Sheriff has huge DNA backlog too
The Los Angeles County Sheriff’s Department, under pressure from county supervisors and watchdog groups to account for its handling of DNA evidence from sexual assault cases, acknowledged Wednesday it did not know whether genetic evidence from more than 5,600 rape cases had been examined.
In response to an inquiry by the Board of Supervisors last month, Sheriff’s Department officials tallied 5,635 sexual assault evidence kits -- semen and other DNA samples collected by authorities from victims -- sitting in freezer storage facilities, Cmdr. Earl Shields said. The department must now manually compare that inventory with records from its crime laboratory to determine which kits remain unexamined, Shields told the board Wednesday.
“The bad news is we have 5,635 kits in a warehouse,” Supervisor Zev Yaroslavsky said. “The good news is we now know what has to be done.”
The true size of the county’s DNA backlog is probably significantly larger, said Sarah Tofte, a researcher with Human Rights Watch who has been pressing local law enforcement agencies around the country to address backlogs. The total announced Wednesday does not take into account the unknown number of sex crime kits that are in the hands of the more than 40 small police agencies in the Los Angeles area that rely on the sheriff’s crime lab for analysis, she said.
Under a new policy ordered by Sheriff Lee Baca, all sexual assault kits gathered in the future will be tested -- a departure from a long-running practice in which the sheriff’s crime lab analyzed evidence only after detectives handling a case requested it. Shields also said the department would analyze evidence from all kits currently in storage that are found to be untested, although he warned that such an effort would require additional funds to hire more analysts as well as outsourcing testing to private labs.

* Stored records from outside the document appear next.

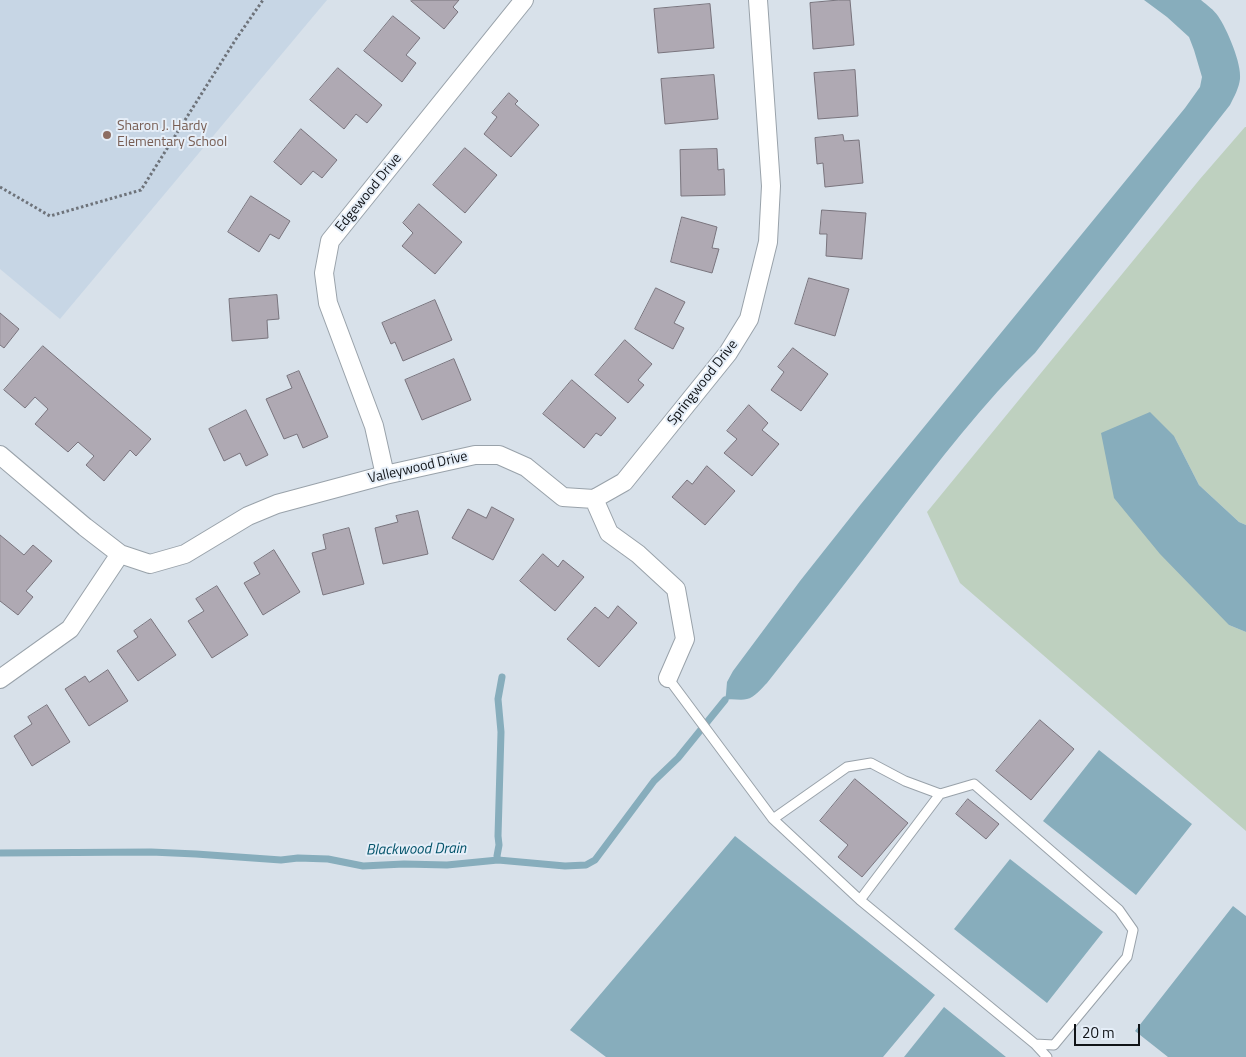 <!DOCTYPE html>
<style>
body{margin:0}
#map{position:relative;width:1246px;height:1057px;overflow:hidden;background:#d8e1ea;font-family:"Titillium Web",sans-serif}
canvas{display:block}
.scale{position:absolute;left:1074px;top:1024px;width:66px;height:22px;box-sizing:border-box;border:2px solid #101317;border-top:0;padding-left:6px;font-size:15px;line-height:18px;white-space:nowrap;color:#101317;-webkit-text-stroke:4px #e5eef8;paint-order:stroke}
</style>
<div id="map">
<canvas width="1246" height="1057"></canvas>
<div class="scale">20 m</div>
</div>
<script>
const g = document.querySelector('canvas').getContext('2d');
g.lineJoin = 'round';
function fill(path, color) { g.fillStyle = color; g.fill(path, 'evenodd'); }
function stroke(path, color, width, dash) { g.strokeStyle = color; g.lineWidth = width; g.lineCap = dash ? 'butt' : 'round'; g.setLineDash(dash || []); g.stroke(path); }
function write(font, color, halo, rows, align = 'center') {
  g.font = font + ' "Titillium Web",sans-serif'; g.lineWidth = 4; g.setLineDash([]); g.textBaseline = 'middle'; g.strokeStyle = halo; g.fillStyle = color; for (const [text, x, y, turn = 0] of rows) {
    g.save(); g.translate(x, y); g.rotate((+turn || 0) * Math.PI / 180); g.textAlign = isNaN(turn) ? turn : align; if (halo) g.strokeText(text, 0, 0); g.fillText(text, 0, 0); g.restore();
  }
}
const built = new Path2D(`
 M0,0H327L60,319L0,269Z`);
const green = new Path2D(`
 M1245,127H1246V525L1239,522L1199,485L1174,436L1229,625L1246,632V831L960,583L927,512L1200,179Z`);
const water = new Path2D(`
 M1144,0H1201C1207,5 1214,10 1218,16C1227,29 1242,64 1240,79C1239,88 1234,97 1230,105L1035,353C983,403 939,461 895,518C853,574 810,628 767,683C762,688 754,698 747,699C740,701 732,698 725,700L726,694L727,682L733,671L800,581L861,504L1185,108L1200,87L1202,77L1194,50L1189,37L1167,17Z
 M1150,412L1174,436L1199,485L1239,522L1246,525V632L1229,625L1160,554L1114,498L1101,433Z
 M1099,750L1192,824L1136,895L1043,821Z
 M735,836L935,995L883,1057H606L570,1030Z
 M1010,859L1103,932L1047,1003L954,929Z
 M1233,906L1246,916V1057H1168L1135,1031Z
 M944,1007L1006,1057H904Z`);
const stream = new Path2D(`
 M0,853L151,852L196,854L281,860L298,858L328,859L363,866L404,864L447,865L498,860L565,866L586,865L595,860L654,781L678,758L725,700
 M498,860L497,856L499,845L498,836L501,732L498,699L502,677`);
const building = new Path2D(`
 M412,0H459L453,7L458,12L444,29L411,1Z
 M839,0H850L854,45L813,49L810,3Z
 M710,4L714,48L658,53L654,9Z
 M393,16L420,38L406,55L416,63L402,82L364,51Z
 M338,68L382,105L367,123L356,114L344,129L310,100Z
 M855,70L858,116L818,119L814,73Z
 M714,75L718,119L665,124L661,79Z
 M509,93L518,101L515,104L539,125L511,157L484,134L497,117L492,113Z
 M301,129L337,160L322,178L313,171L301,185L274,162Z
 M843,135L844,141L859,140L863,183L825,187L823,163L817,164L815,138Z
 M465,148L497,175L465,213L433,185Z
 M717,149L718,170L724,169L725,195L681,196L680,150Z
 M251,196L290,221L279,239L270,234L259,252L228,232Z
 M419,204L462,242L435,274L402,246L413,233L403,223Z
 M822,210L866,213L862,259L826,256L827,234H820Z
 M682,217L717,227L712,248L719,249L712,273L671,262Z
 M809,278L849,289L835,336L795,324Z
 M656,288L685,302L674,323L684,328L673,349L635,329Z
 M277,295L279,319L267,320L268,338L232,341L229,299Z
 M435,300L452,340L403,361L395,342L391,344L382,323Z
 M0,313L19,329L4,348L0,345Z
 M625,340L652,364L638,380L644,385L628,403L595,375Z
 M43,346L151,439L136,456L130,450L104,481L86,465L94,456L78,442L68,452L35,424L48,409L35,397L25,408L4,390Z
 M793,348L828,374L801,411L771,390L784,372L778,367Z
 M454,359L471,400L422,420L405,380Z
 M299,371L328,437L303,448L297,434L284,439L266,399L292,388L287,376Z
 M572,380L616,418L601,436L596,433L584,448L543,414Z
 M749,405L768,423L762,430L779,444L752,476L724,453L737,439L727,431Z
 M246,410L268,455L246,466L240,453L224,461L209,429Z
 M707,466L735,491L705,525L672,497L687,480L692,484Z
 M492,507L514,519L493,560L452,538L468,509L486,518Z
 M418,511L428,554L383,564L375,528L398,522L396,516Z
 M349,528L364,584L323,595L312,553L326,549L323,535Z
 M0,535L24,555L33,545L52,561L26,591L33,597L18,615L0,601Z
 M274,550L300,592L263,615L244,583L260,574L254,563Z
 M543,554L558,567L563,560L584,577L555,611L520,581Z
 M217,586L248,635L212,658L188,621L204,611L196,599Z
 M618,606L637,623L599,667L567,639L595,607L608,618Z
 M151,619L176,655L138,681L117,651L138,637L134,631Z
 M108,670L128,701L89,726L65,689L85,676L89,682Z
 M47,705L70,742L32,766L14,736L32,724L28,717Z
 M1040,720L1074,749L1031,800L996,771Z
 M855,779L908,823L862,877L838,857L848,845L820,821Z
 M968,799L999,824L986,839L956,814Z`);
const path = new Path2D(`
 M0,187L50,216L141,190L236,39L263,0`);
const service = new Path2D(`
 M668,678L773,819L860,900L1035,1044L1054,1045L1127,957L1133,930L1119,910L974,784L940,794L905,781L871,763L847,767L773,819
 M860,900L940,794
 M1035,1044L1047,1057`);
const minor = new Path2D(`
 M0,455L85,527L120,554L150,564L185,554L248,516L277,504L385,475L475,455H499L526,467L563,497L594,499L609,533L638,554L676,589L685,639L668,678
 M385,475L374,426L328,303L324,273L330,241L524,0
 M594,499L624,482L728,353L749,319L768,242L771,186L758,0
 M0,679L70,629L120,554`);
const markers = [
 [107,135,5,"#8d6e63"]
];
const educationNames = [
 ["Sharon J. Hardy",117,127],
 ["Elementary School",117,143]
];
const streetNames = [
 ["Edgewood Drive",369,193,-51],
 ["Springwood Drive",703,383,-52],
 ["Valleywood Drive",418,468,-13]
];
const waterNames = [
 ["Blackwood Drain",416,850,-1]
];
fill(built, '#c7d6e5');
fill(green, '#bed0bf');
fill(water, '#87adbc');
stroke(stream, '#87adbc', 7);
fill(building, '#afa9b3');
stroke(building, '#79747d', 1);
stroke(service, '#99a2aa', 11);
stroke(minor, '#99a2aa', 20);
stroke(path, '#6e737a', 3, [2.5, 2.5]);
stroke(service, '#fff', 9);
stroke(minor, '#fff', 18);
for (const [x, y, r, color] of markers) { const dot = new Path2D(); dot.arc(x, y, r, 0, 2 * Math.PI); g.fillStyle = color; g.fill(dot); stroke(dot, '#e5eef8', 2); }
write('14px', '#785e54', '#e5eef8', educationNames, 'left');
write('14px', '#101317', '#e5eef8', streetNames);
write('italic 15px', '#03536a', '#e5eef8', waterNames);
</script>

Unexamined kits hold potentially crucial information. Through a complex scientific process, DNA analysts can extract a person’s genetic code from the collected samples and compare it to those of known felons that are kept in federal and state databases. When the DNA sample collected at a crime scene or from a victim’s body matches a DNA profile of someone in the database, it offers prosecutors nearly irrefutable proof of their guilt. The evidence can also be used to confirm that someone has not falsely confessed to a crime or link someone to other unsolved cases.
The scrutiny of the Sheriff’s Department comes on the heels of a similar look into the DNA backlog at the Los Angeles Police Department, where DNA evidence from roughly 7,000 rapes and other violent crimes remained untested. A recent audit of the backlog by City Controller Laura Chick found that 200 potential sexual assault cases had not been prosecuted because LAPD officials failed to meet legal deadlines to test DNA evidence.

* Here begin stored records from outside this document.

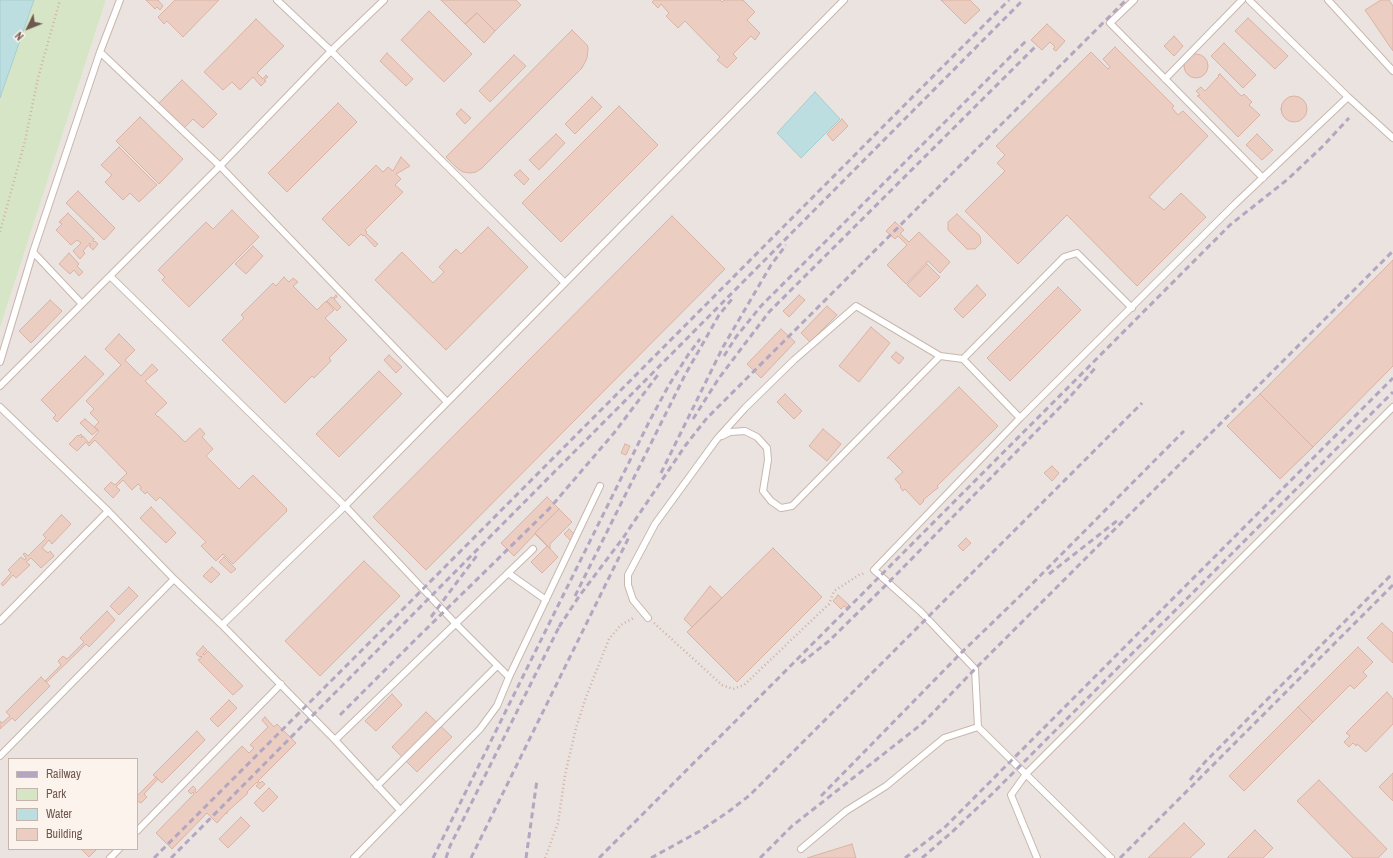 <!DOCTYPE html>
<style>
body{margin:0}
#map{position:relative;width:1393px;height:858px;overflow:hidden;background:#f9f0e6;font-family:"Archivo Narrow",sans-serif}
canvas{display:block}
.legend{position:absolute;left:8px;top:758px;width:130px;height:92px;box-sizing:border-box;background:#fcf4ec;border:1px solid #c4b5ad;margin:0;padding:5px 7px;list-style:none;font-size:12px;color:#6f574e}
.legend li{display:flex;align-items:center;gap:8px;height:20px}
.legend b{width:20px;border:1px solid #c4b5ad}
.north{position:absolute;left:8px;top:8px;width:40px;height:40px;-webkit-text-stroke:3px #fcf4ec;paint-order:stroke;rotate:227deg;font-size:11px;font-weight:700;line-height:16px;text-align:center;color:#6f574e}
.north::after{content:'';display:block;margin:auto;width:14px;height:18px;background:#6f574e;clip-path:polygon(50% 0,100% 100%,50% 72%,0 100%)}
</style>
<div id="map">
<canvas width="1393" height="858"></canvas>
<ul class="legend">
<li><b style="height:5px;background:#b2a6c1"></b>Railway</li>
<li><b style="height:11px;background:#d6e5c6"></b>Park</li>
<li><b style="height:11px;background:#bddee0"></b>Water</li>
<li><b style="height:11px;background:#ebcec1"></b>Building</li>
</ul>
<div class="north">N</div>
</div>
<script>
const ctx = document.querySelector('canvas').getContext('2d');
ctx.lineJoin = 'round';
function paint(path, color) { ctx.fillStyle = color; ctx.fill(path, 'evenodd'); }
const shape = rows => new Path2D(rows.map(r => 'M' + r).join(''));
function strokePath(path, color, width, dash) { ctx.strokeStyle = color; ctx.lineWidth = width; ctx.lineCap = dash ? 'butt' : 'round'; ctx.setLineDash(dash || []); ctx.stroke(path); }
const industrial = shape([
 [106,0,1393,0,1393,858,0,858,0,328],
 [9,759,137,759,137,849,9,849]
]);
const green = shape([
 [34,0,106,0,0,328,0,98]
]);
const water = shape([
 [0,0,34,0,0,98,0,0],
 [815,92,840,119,801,158,777,133,815,92]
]);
const building = shape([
 [146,0,158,0,163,6,160,10,157,7,155,9,146,0],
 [175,0,219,0,183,37,167,21,164,24,158,17,175,0],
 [441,0,516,0,521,5,495,31,477,13,465,24,441,0],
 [654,0,720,0,722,2,724,0,743,0,755,12,747,20,760,33,755,40,751,36,733,54,737,58,727,68,717,60,720,57,685,21,678,28,666,16,669,13,661,4,658,8,652,2,654,0],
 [941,0,970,0,980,10,965,24,941,0],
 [1381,0,1389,0,1393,6,1393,51,1365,10,1381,0],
 [429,11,472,54,444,82,401,40,429,11],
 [477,13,495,31,484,43,465,24,477,13],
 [1248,18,1288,56,1275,69,1235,31,1248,18],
 [256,19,284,46,257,73,263,79,266,75,268,77,264,80,266,81,261,86,253,77,240,90,232,82,223,90,204,72,256,19],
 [1047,24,1065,41,1056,51,1053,49,1055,47,1050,42,1042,50,1031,40,1047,24],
 [572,30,587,45,588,48,587,58,582,68,482,168,476,172,470,173,463,172,457,168,446,157,572,30],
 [1174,36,1183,46,1174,56,1164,46,1174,36],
 [1224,43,1256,75,1243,88,1211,56,1224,43],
 [1115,47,1174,106,1172,108,1178,115,1183,111,1208,136,1149,197,1164,210,1181,193,1206,217,1137,286,1067,215,1018,264,965,211,1005,171,997,163,1005,155,996,146,1091,52,1108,69,1110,67,1103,59,1115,47],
 [387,53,413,79,406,86,380,61,387,53],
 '1184 66a12 12 0 1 1 24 0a12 12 0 1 1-24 0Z',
 [514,55,526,66,490,102,479,91,514,55],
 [1220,74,1240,95,1242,96,1244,94,1252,102,1249,105,1260,115,1238,137,1199,97,1197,96,1200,95,1196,91,1201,87,1205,91,1219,76,1218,75,1220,74],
 [182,80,217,114,203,128,193,119,184,128,159,103,182,80],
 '1281 109a13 13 0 1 1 26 0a13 13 0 1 1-26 0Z',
 [592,97,602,107,575,134,565,124,592,97],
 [338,103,357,122,287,192,268,173,338,103],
 [619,106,658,145,561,242,522,203,619,106],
 [461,109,471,118,465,124,456,114,461,109],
 [140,117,183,159,159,184,116,141,140,117],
 [842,119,848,126,833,141,827,134,842,119],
 [556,134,565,143,539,170,529,160,556,134],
 [1257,134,1273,150,1262,160,1246,145,1257,134],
 [119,147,157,185,139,202,130,193,123,200,105,182,112,175,101,165,119,147],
 [401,157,410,166,396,174,401,179,395,185,403,192,365,230,367,232,366,233,378,244,375,247,364,235,363,236,361,234,349,246,322,219,376,165,383,172,388,167,393,171,401,157],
 [520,170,529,179,524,185,514,175,520,170],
 [78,191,115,228,104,240,66,203,78,191],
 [232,210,259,237,189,307,162,280,165,277,158,270,206,222,213,229,232,210],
 [68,213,94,239,93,241,94,242,95,241,98,244,93,250,89,246,91,245,90,243,83,251,85,253,80,259,73,251,81,243,77,240,71,245,56,230,62,224,59,222,68,213],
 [957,214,980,236,981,243,975,249,967,249,948,230,948,222,957,214],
 [672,216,725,269,426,570,373,517,672,216],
 [895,222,904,230,900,234,909,242,919,232,950,262,940,273,928,261,906,284,887,265,907,245,898,236,895,239,886,231,895,222],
 [488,227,528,267,446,350,375,280,402,252,433,283,444,272,439,267,456,249,461,254,488,227],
 [253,246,263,256,246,274,235,264,253,246],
 [69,253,79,264,77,266,83,272,79,276,74,270,70,274,59,264,69,253],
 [1393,260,1393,366,1313,447,1260,394,1393,260],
 [927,264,940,277,920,297,907,285,927,264],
 [284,277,289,282,293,278,298,282,293,286,317,310,326,301,334,310,325,318,347,340,329,358,331,361,314,378,312,376,285,403,222,340,244,318,241,315,273,283,276,286,284,277],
 [977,285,986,295,963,318,954,309,977,285],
 [1058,287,1081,310,1010,381,987,358,1058,287],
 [336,295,337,297,334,299,341,307,337,311,327,301,331,297,333,298,336,295],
 [799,295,805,300,789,317,783,311,799,295],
 [50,300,62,311,31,343,19,331,50,300],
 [827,306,837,315,810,342,801,333,827,306],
 [871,327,890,343,859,382,839,366,871,327],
 [781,329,795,342,761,378,747,364,781,329],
 [119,334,135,350,125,360,141,376,152,364,158,370,145,381,167,403,155,414,158,417,158,416,185,442,200,428,205,434,202,437,213,449,206,456,239,489,253,475,287,509,286,510,287,511,233,564,223,554,216,561,201,546,206,542,160,497,156,501,147,492,145,494,140,489,141,487,138,484,132,490,123,480,116,487,120,490,113,498,104,489,111,482,115,485,127,473,95,440,89,446,86,442,77,451,69,444,78,435,79,436,81,434,82,436,81,438,83,436,89,443,99,431,94,427,99,422,90,413,94,409,86,401,121,365,105,349,119,334],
 [896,352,904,358,899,364,891,357,896,352],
 [389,355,402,367,396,373,384,360,389,355],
 [85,356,104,374,57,422,53,418,56,415,41,400,85,356],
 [379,371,402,394,339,457,316,434,379,371],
 [959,387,998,426,937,486,938,488,935,490,923,500,924,501,920,505,905,489,903,491,900,487,901,486,895,479,903,472,889,458,887,458,959,387],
 [785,394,802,411,794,419,777,402,785,394],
 [1260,394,1313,447,1280,479,1227,426,1260,394],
 [85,419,98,430,92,435,80,423,85,419],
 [823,429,841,444,827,461,809,446,823,429],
 [625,444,630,446,626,455,621,453,625,444],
 [1052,466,1059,473,1052,481,1044,473,1052,466],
 [547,497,559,509,535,533,558,557,542,573,531,562,547,546,535,534,514,556,501,543,547,497],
 [151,507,176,533,166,543,140,518,151,507],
 [559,509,572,522,550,544,550,549,535,533,559,509],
 [61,515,62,515,71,524,52,544,49,540,42,548,48,553,50,551,54,556,41,568,31,558,26,562,30,565,16,578,13,575,3,586,1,584,11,573,8,570,21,557,25,560,26,558,23,554,25,553,28,556,46,538,43,535,61,515],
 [569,529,576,536,571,541,564,534,569,529],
 [966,538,971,543,963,551,958,546,966,538],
 [773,548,822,597,737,682,687,632,773,548],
 [224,557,236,569,231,573,219,562,224,557],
 [364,561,400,596,320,676,285,641,364,561],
 [212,567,220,574,211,583,203,576,212,567],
 [710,586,722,598,692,627,684,619,710,586],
 [129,587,138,596,119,615,110,606,129,587],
 [838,595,849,605,847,608,844,606,841,609,833,601,838,595],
 [107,611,115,620,89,647,86,644,47,682,45,681,61,665,58,661,63,656,67,659,84,642,80,638,107,611],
 [1382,623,1393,633,1393,663,1367,638,1382,623],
 [203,646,207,650,203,654,204,655,208,651,243,686,233,695,198,660,202,657,201,656,200,657,196,654,203,646],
 [1358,647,1373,662,1363,672,1367,676,1354,689,1350,685,1313,722,1298,707,1358,647],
 [41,677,50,686,15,721,12,718,0,729,0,721,2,723,10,716,6,712,41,677],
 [1387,692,1393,699,1393,724,1366,752,1357,744,1356,746,1353,743,1349,747,1344,742,1350,736,1346,733,1387,692],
 [392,694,402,705,376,731,365,721,392,694],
 [229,700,237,708,218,727,210,719,229,700],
 [1298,707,1313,722,1244,791,1229,776,1298,707],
 [426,712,452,737,417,772,392,747,426,712],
 [265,717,274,727,277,724,296,743,258,781,260,783,262,781,265,784,260,789,256,786,258,784,257,782,247,792,248,793,227,812,227,814,226,813,217,823,207,813,172,849,156,833,194,794,193,792,191,794,188,791,193,786,196,789,195,791,196,793,242,746,249,753,254,748,250,745,268,727,262,720,265,717],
 [197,731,205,740,162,783,153,775,197,731],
 [1393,773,1393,801,1379,787,1393,773],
 [156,777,158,779,144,794,147,797,141,803,137,801,137,796,156,777],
 [1319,780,1387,849,1378,858,1353,858,1297,801,1319,780],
 [269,788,278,797,263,812,254,803,269,788],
 [241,817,250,826,228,848,219,839,241,817],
 [1184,823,1205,844,1190,858,1148,858,1184,823],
 [1255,830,1273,848,1263,858,1227,858,1255,830],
 [852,844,856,858,807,858,852,844],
 [81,849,97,849,89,857,81,849]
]);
const path = shape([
 [0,232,25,141,38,78,60,0],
 [654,623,722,685,733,689,744,685,829,604,834,591,859,575,865,573],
 [545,858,558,823,565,775,576,728,586,697,609,639,621,625,635,617]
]);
const lane = shape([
 [277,0,331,51,565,283],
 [1134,0,1110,23,1263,178],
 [1249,0,1348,97,1393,138],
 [1328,0,1393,71],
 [100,52,220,166,447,402],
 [1165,79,1242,0],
 [33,252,82,304],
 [110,276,345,506,456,624,509,677],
 [963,359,1064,257,1077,253,1132,308],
 [0,362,33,252,100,52,120,0],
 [0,386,220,166,331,51,384,0],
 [0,407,108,511,174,579,222,625,335,740,400,810],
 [722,436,730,432,745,431,757,437,767,448,768,460,763,491,771,501,781,508,792,506,940,356],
 [508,573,546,600],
 [648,618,633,600,628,585,628,575,655,524,717,439,745,408,794,360,856,306,940,356,963,359,1020,418],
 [0,621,108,511],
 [222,625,345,506,844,0],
 [335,740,533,549],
 [0,756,174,579],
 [377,786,497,666],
 [137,831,281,684],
 [801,849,846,811,886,786,944,738,978,727],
 [110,858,119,849],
 [354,858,480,729,497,706,509,677,600,486],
 [1037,858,1011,795,1026,774,1393,407],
 [1111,858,978,727,975,669,921,612,874,570,1020,418,1235,204,1348,97]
]);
const rail = shape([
 [724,356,736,337,761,306,1026,41],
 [693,419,719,378,769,312,1035,47],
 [661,473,723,347,771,265,786,245],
 [1049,574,1118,520],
 [575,596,685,375,719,315,732,299],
 [431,617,478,554],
 [559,627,580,595,623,538,685,446,707,418,1126,0],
 [801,663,829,641,889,582,1069,398,1097,366],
 [340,715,416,639,549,509,614,433,660,372],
 [1190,780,1205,762,1393,573],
 [821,796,960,654,1020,596,1184,431],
 [154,858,408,604,1009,0],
 [171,858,1023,0],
 [433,858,650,420,669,385,688,355,700,339],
 [446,858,450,846,561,623],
 [471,858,629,537],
 [526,858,537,780],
 [599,858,1230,225,1288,179,1323,146,1349,118],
 [651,858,700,831,728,812,750,795,1142,403],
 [760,858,792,826,923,723,975,669,1393,251],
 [905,858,944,828,1393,378],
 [922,858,952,832,992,794,1393,392],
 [1120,858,1393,585]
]);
paint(industrial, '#eae3df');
paint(green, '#d6e5c6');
paint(water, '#bddee0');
strokePath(water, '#a5ced0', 1);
paint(building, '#ebcec1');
strokePath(building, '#dbb3a4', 1);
strokePath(lane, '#c9b7ad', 8);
strokePath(path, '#d0b1a4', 2.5, [1, 3]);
strokePath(lane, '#fff', 6);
strokePath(rail, '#b2a6c1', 3, [6, 4]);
</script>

In response to the mounting criticism, city politicians and LAPD Chief William J. Bratton last month approved a plan to pay private labs for more testing and to hire additional staff for the LAPD’s crime lab. Several million dollars more would be needed in coming years to meet the LAPD’s goal of eliminating its backlog by 2013, officials said.
Sheriff’s officials in recent months have tried to downplay the size and seriousness of their backlog and resisted comparisons to the LAPD, where the crime lab has fallen behind on requests from detectives to test DNA evidence from about 500 rapes, homicides and other violent crimes.
The Sheriff’s Department has only “10 to 20” such cases, Shields said.
Department officials have said they suspect that nearly all the untested evidence kits are from cases in which the detectives have not felt the need to ask for DNA analysis.
“We still believe we will find that untested rape kits are untested because they are of no probative value,” said sheriff’s spokesman Steve Whitmore. “But we want to make sure what we believe to be right is right.”
Shields conceded to supervisors, however, that the Sheriff’s Department would not know for certain the status of each rape investigation until it completed its case-by-case review. In cases where there is untested evidence, department officials plan to contact the investigators to find out which have been solved already without the help of DNA and which remain open. As the department attempts to clear the backlog, genetic evidence from cases at risk of expiring because of state laws or from cases still under investigation would be among those tested first, officials said.
Tofte and other advocates for rape victims praised Baca for the changes to his department’s DNA policy, but urged the sheriff to hire more investigators to avoid being inundated with new leads in cases as the DNA backlog is cleared.
“Every day we see new victims come in, and we wonder whether that person had to be raped because evidence of their attacker is sitting there in storage,” said Gail Abarbanel, founder of the Rape Treatment Center at the Santa Monica-UCLA Medical Center.